DATA FOR THE TASK below:
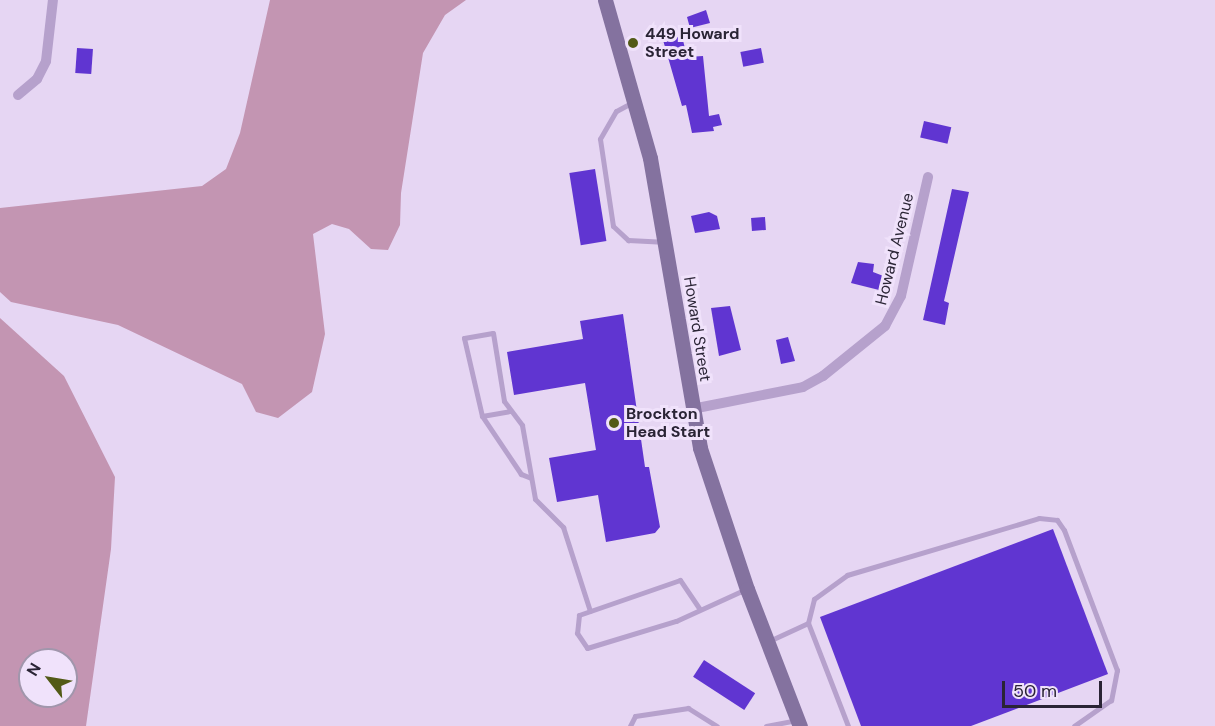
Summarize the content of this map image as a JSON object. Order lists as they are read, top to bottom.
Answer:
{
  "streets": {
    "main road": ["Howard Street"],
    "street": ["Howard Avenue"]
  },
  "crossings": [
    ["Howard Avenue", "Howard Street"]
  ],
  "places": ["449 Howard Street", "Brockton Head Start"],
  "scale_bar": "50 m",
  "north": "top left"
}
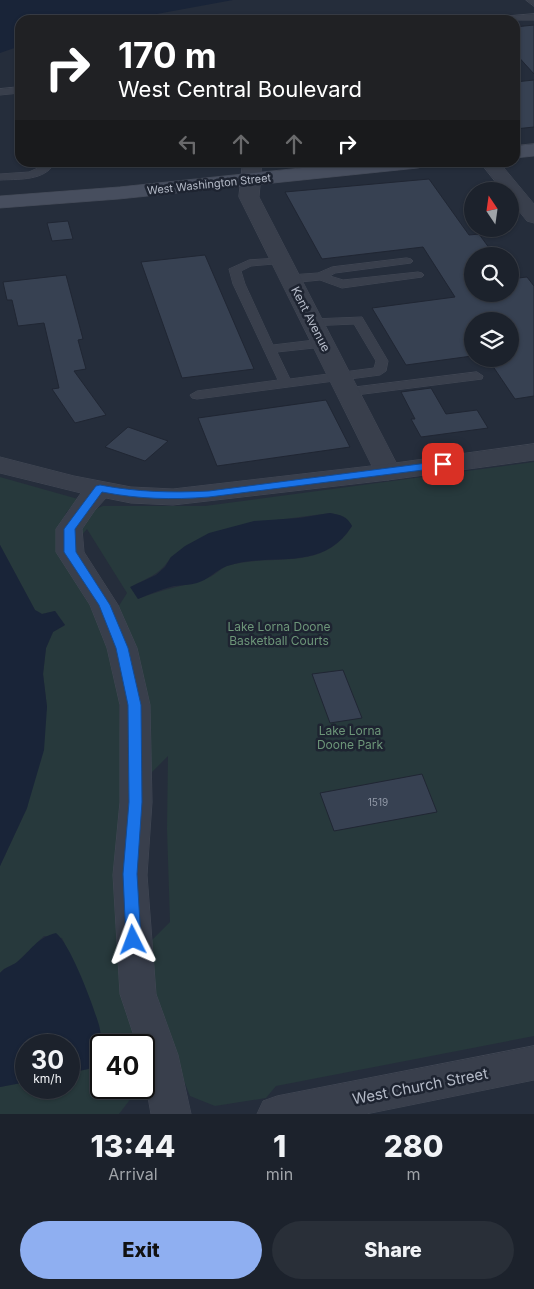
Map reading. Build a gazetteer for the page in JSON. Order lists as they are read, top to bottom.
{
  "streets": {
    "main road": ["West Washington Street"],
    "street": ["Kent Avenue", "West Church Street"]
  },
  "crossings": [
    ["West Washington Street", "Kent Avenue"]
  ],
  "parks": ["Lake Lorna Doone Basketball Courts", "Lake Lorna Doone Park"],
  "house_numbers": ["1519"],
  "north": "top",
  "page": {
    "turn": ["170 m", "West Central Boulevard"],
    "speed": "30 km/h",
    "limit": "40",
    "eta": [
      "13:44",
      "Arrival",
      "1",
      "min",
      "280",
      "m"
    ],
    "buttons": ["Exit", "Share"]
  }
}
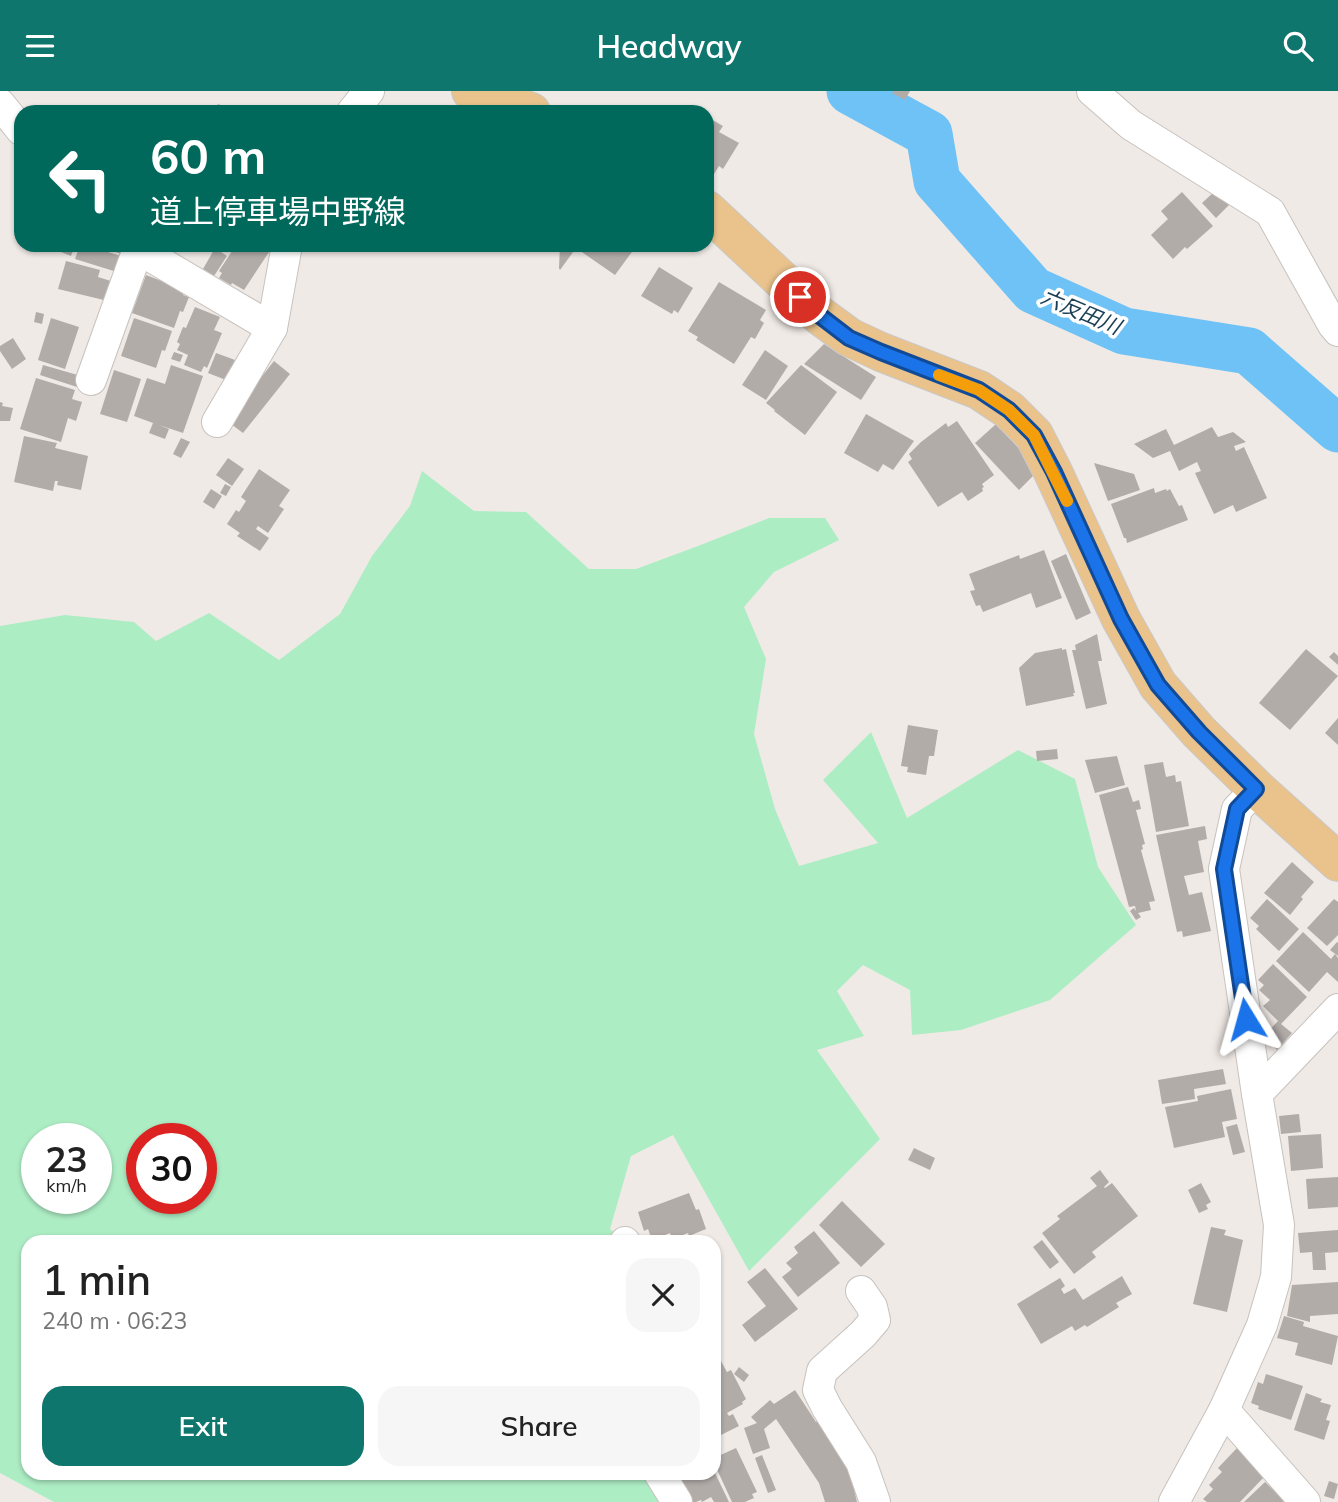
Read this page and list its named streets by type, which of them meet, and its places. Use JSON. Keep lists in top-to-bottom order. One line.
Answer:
End of DATA FOR THE TASK.
TASK DESCRIPTION — Everything in the records goes into your answer exactly, except the pictures.

SOLUTION TO THIS PROBLEM —
Summarize the content of this map image as a JSON object. Order lists as they are read, top to bottom.
Answer:
{
  "streets": {
    "main road": ["Howard Street"],
    "street": ["Howard Avenue"]
  },
  "crossings": [
    ["Howard Avenue", "Howard Street"]
  ],
  "places": ["449 Howard Street", "Brockton Head Start"],
  "scale_bar": "50 m",
  "north": "top left"
}
Map reading. Build a gazetteer for the page in JSON. Order lists as they are read, top to bottom.
{
  "streets": {
    "main road": ["West Washington Street"],
    "street": ["Kent Avenue", "West Church Street"]
  },
  "crossings": [
    ["West Washington Street", "Kent Avenue"]
  ],
  "parks": ["Lake Lorna Doone Basketball Courts", "Lake Lorna Doone Park"],
  "house_numbers": ["1519"],
  "north": "top",
  "page": {
    "turn": ["170 m", "West Central Boulevard"],
    "speed": "30 km/h",
    "limit": "40",
    "eta": [
      "13:44",
      "Arrival",
      "1",
      "min",
      "280",
      "m"
    ],
    "buttons": ["Exit", "Share"]
  }
}
Read this page and list its named streets by type, which of them meet, and its places. Use JSON. Keep lists in top-to-bottom order. One line.
Answer:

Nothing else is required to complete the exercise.